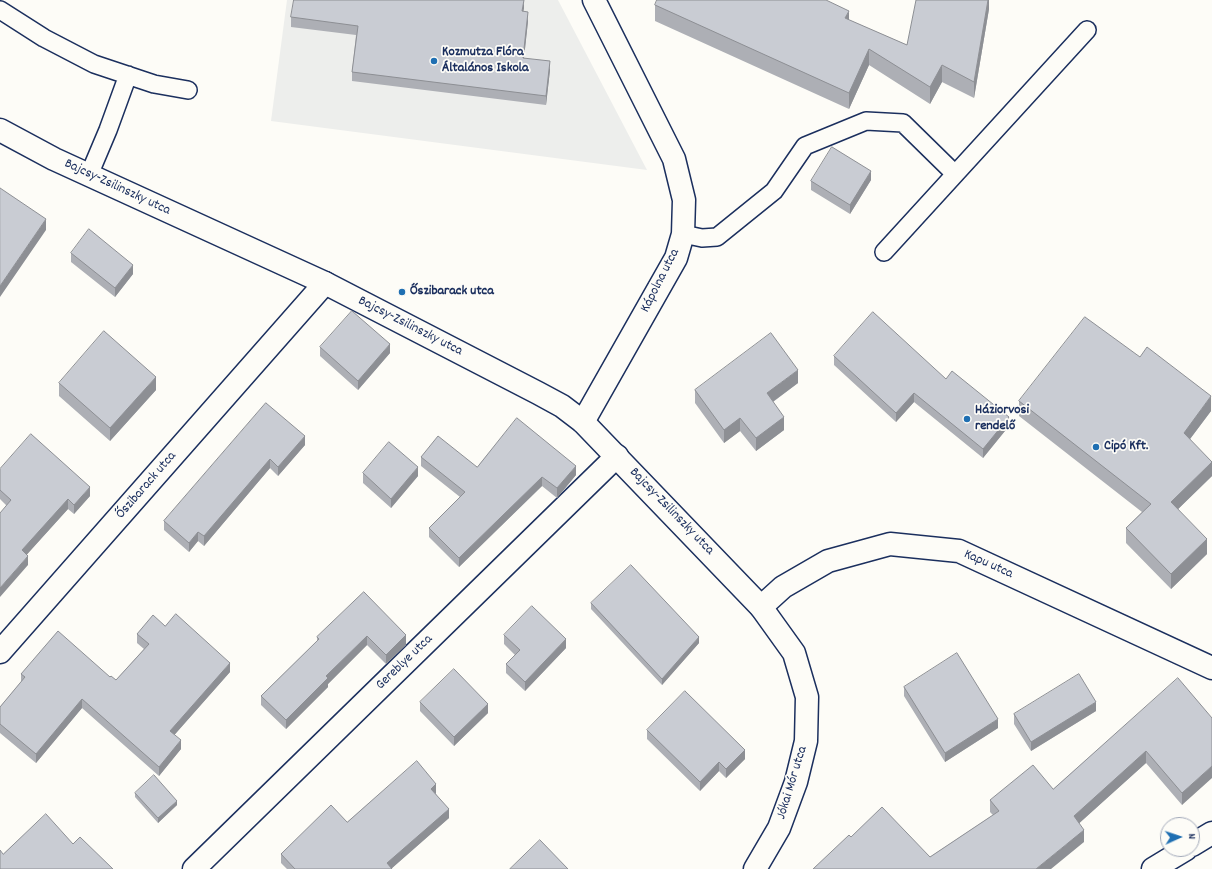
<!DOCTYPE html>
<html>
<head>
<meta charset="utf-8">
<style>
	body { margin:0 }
	#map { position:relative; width:1212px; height:869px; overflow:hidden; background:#fdfcf7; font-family:Dekko,sans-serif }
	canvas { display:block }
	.north { position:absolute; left:1160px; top:817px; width:40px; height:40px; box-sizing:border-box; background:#fdfcf7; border:1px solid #a3aaba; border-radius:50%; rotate:87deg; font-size:11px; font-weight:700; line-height:16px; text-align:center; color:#1b2f5e }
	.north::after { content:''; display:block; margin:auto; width:14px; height:18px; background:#1f6fb2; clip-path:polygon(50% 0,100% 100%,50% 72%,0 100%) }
</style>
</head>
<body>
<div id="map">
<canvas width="1212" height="869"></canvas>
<div class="north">N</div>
</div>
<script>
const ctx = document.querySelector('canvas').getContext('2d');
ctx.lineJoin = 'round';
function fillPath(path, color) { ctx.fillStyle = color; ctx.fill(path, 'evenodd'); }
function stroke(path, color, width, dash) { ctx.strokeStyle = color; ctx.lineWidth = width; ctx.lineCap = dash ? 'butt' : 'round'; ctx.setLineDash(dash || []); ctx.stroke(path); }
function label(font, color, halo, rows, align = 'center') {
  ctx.font = font + ' Dekko,sans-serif'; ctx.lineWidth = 3.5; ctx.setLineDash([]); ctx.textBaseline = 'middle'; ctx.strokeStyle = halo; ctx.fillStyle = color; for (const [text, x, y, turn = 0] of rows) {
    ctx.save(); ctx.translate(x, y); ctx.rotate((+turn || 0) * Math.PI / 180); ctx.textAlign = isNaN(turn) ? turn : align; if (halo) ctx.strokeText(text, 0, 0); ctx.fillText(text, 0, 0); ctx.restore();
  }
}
fillPath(new Path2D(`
	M287,0H558L647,170L271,121Z`), '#edeeec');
const lane = new Path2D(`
	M0,10L44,38L94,64L154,84L188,90
	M89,175L108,130L128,75
	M683,234L702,238L717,237L774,191L805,146L866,121L903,123L955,174
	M884,252L1087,30`);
const street = new Path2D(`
	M583,422L676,258L683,234L684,200L674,159L594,0
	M761,607L783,587L828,561L890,544L959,551L1212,668
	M0,652L325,283
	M1192,845L1212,833
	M194,869L617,456
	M1153,869L1186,849`);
const secondary = new Path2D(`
	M0,130L54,159L325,283L538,393L562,406L583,422L761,607L794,653L807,697L806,741L796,782L779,828L755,869`);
stroke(lane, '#1b2f5e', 20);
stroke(street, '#1b2f5e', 25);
stroke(secondary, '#1b2f5e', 25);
stroke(lane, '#fdfcf7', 17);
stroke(street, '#fdfcf7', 22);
stroke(secondary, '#fdfcf7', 22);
fillPath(new Path2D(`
	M989,0V9L974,98L942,82L930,104L869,65L849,109L655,21V5L849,20L907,45Z
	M524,8L523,11L528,21L524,58L550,70L546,105L352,81V72L356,35L291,27V17Z
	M871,180L850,214L811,190V181Z
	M71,253L133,274L115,297L71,262Z
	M320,347L390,353L358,390L320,356Z
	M834,356L946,379L1009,426L983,458L914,402L896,422L834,365Z
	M59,383L156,390L110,441L59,396Z
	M798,383L773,402L784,430L756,451L740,431L724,443L695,403V390Z
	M1019,401L1211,411L1190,439L1212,476L1178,509L1207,554L1171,589L1126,543V528L1142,512L1019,416Z
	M266,403L305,445L278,476L270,468L204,546L198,541L189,552L164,530V521Z
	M421,457L477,467L576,475L557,498L542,486L459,567L429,537V528L460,497L421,466Z
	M0,469L90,496L74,514L68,509L27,554L28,565L7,506L0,499Z
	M363,473L418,476L391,508L363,483Z
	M364,592L406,645L386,664L367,645L328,684V687L286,729L261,705V696L317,641V637Z
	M591,603L699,643L662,685L591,609Z
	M165,626L230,672L174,735L181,749L159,776L82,708L36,763L0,733V707L21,682V674L110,677L116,680L144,649L137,643V634Z
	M504,635L566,648L525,691L506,673V664L515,655L504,644Z
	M904,687L998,728L945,762L904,696Z
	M420,702L488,713L454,746L420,711Z
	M1096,711L1031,751L1014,724V714Z
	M1212,718L1182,805L1146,763L1079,823L1084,842L813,869L851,837L930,857L993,815L990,812V800L1053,789Z
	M647,730L745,759L726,778L719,771L700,791L647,739Z
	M135,793L177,805L158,823L135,797Z
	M436,793V794L449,818L392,868V869H287L281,863V854L347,822Z`), '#adafb5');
fillPath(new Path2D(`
	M524,0V8L522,20V11Z
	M988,0H989V9L974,98V82Z
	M849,11V27L845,18Z
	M528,12V21L523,67V58Z
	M869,49V65L849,109V93Z
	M550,61V70L546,105V96Z
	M942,65V82L930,104V87Z
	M871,171V180L850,214V205Z
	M46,219V230L0,297V286Z
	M133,265V274L115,297V288Z
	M390,344V353L358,390V381Z
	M798,370V383L767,406V393Z
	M156,377V390L110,441V428Z
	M914,393V402L896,422V413Z
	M1211,396V411L1184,447V433Z
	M784,417V430L756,451V438Z
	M1009,417V426L983,458V449Z
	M740,418V431L724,443V430Z
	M305,436V445L278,476V467Z
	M270,459V468L204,546V536Z
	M1212,462V476L1171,516V502Z
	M576,466V475L557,498V488Z
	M418,467V476L391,508V499Z
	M542,477V486L459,567V558Z
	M90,487V496L74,514V505Z
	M68,499V509L22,560V550Z
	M198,532V541L189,552V543Z
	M1207,539V554L1171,589V574Z
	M28,556V565L0,597V588Z
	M406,635V645L386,664V655Z
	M367,636V645L328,684V687L286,729V720L326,676Z
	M699,637V643L662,685V679Z
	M566,639V648L525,691V682Z
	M230,663V672L170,740V731Z
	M82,699V708L36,763V754Z
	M1096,702V711L1031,751V742Z
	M488,704V713L454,746V737Z
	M998,719V728L945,762V753Z
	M181,740V749L159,776V767Z
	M745,750V759L726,778V769Z
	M1146,751V763L1074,828V816Z
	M719,762V771L700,791V782Z
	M1212,766V778L1182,805V793Z
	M436,784V793L431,798V789Z
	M177,801V805L158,823V818Z
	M449,809V818L391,869L387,863Z
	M1084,830V842L1051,869H1036Z`), '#8d8f94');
const building = new Path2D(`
	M294,0H524L522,11L528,12L523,58L550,61L546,96L352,72L358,26L291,17Z
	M657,0H826L849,11L845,18L907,45L916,0H988L974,82L942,65L930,87L869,49L849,93L655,5Z
	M832,147L871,171L850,205L811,181Z
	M0,188L46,219L0,286Z
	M89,229L133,265L115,288L71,253Z
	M352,311L390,344L358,381L320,347Z
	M873,312L946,379L952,371L1009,417L983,449L914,393L896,413L834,356Z
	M1085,317L1140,357L1147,347L1211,396L1184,433L1212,462L1171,502L1207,539L1171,574L1126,528L1151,504L1019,401Z
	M104,331L156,377L110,428L59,383Z
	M771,333L798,370L767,393L784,417L756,438L740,418L724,430L695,390Z
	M266,403L305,436L278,467L270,459L204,536L198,532L189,543L164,521Z
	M517,418L576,466L557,488L542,477L459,558L429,528L465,492L421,457L438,436L477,467Z
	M31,434L90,487L74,505L68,499L22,550L28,556L0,588V513L11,500L0,490V469Z
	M389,442L418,467L391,499L363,473Z
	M631,565L699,637L662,679L591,603Z
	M364,592L406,635L386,655L367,636L326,676L328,678L286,720L261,696L319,639L317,637Z
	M532,606L566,639L525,682L506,664L520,650L504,635Z
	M176,614L230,663L170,731L181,740L159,767L82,699L36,754L0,724V707L25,677L21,674L58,631L110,677L111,676L116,680L149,644L137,634L153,615L165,626Z
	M957,653L998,719L945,753L904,687Z
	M454,669L488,704L454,737L420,702Z
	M1079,674L1096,702L1031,742L1014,714Z
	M1178,678L1212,718V766L1182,793L1146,751L1074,816L1084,830L1036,869H813L849,835L851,837L882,807L930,857L999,811L990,800L1033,765L1053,789Z
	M685,691L745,750L726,769L719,762L700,782L647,730Z
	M417,761L436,784L431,789L449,809L387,863L392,869H295L281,854L331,805L347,822Z
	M154,775L177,801L158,818L135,793Z
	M46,814L73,844L80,837L113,869H0V850L3,854Z
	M540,840L568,869H510Z`);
fillPath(building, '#c9ccd3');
stroke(building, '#8d8f94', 1);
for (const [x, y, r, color] of [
	[434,61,4,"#1f6fb2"],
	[402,292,4,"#1f6fb2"],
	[967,419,4,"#1f6fb2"],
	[1096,447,4,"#1f6fb2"]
]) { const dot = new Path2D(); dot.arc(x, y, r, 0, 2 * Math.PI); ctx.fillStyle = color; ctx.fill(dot); stroke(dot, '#fdfcf7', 1.5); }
label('bold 14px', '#1b2f5e', '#fdfcf7', [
	["Kozmutza Flóra",442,53],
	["Általános Iskola",442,69],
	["Őszibarack utca",410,292],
	["Háziorvosi",975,411],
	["rendelő",975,427],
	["Cipó Kft.",1104,447]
], 'left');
label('14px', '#1b2f5e', '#fdfcf7', [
	["Bajcsy-Zsilinszky utca",117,188,25],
	["Kápolna utca",661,281,-63],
	["Bajcsy-Zsilinszky utca",410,327,27],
	["Őszibarack utca",147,486,-49],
	["Bajcsy-Zsilinszky utca",671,512,46],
	["Kapu utca",988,565,24],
	["Gereblye utca",405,663,-44],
	["Jókai Mór utca",793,783,-73]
]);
</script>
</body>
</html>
□ □ □ □
**REQUIRED ACTION:** Check every line of the records above for the string "canvas". Copy those that hold it.

**WRITTEN SOLUTION:**
	canvas { display:block }
<canvas width="1212" height="869"></canvas>
const ctx = document.querySelector('canvas').getContext('2d');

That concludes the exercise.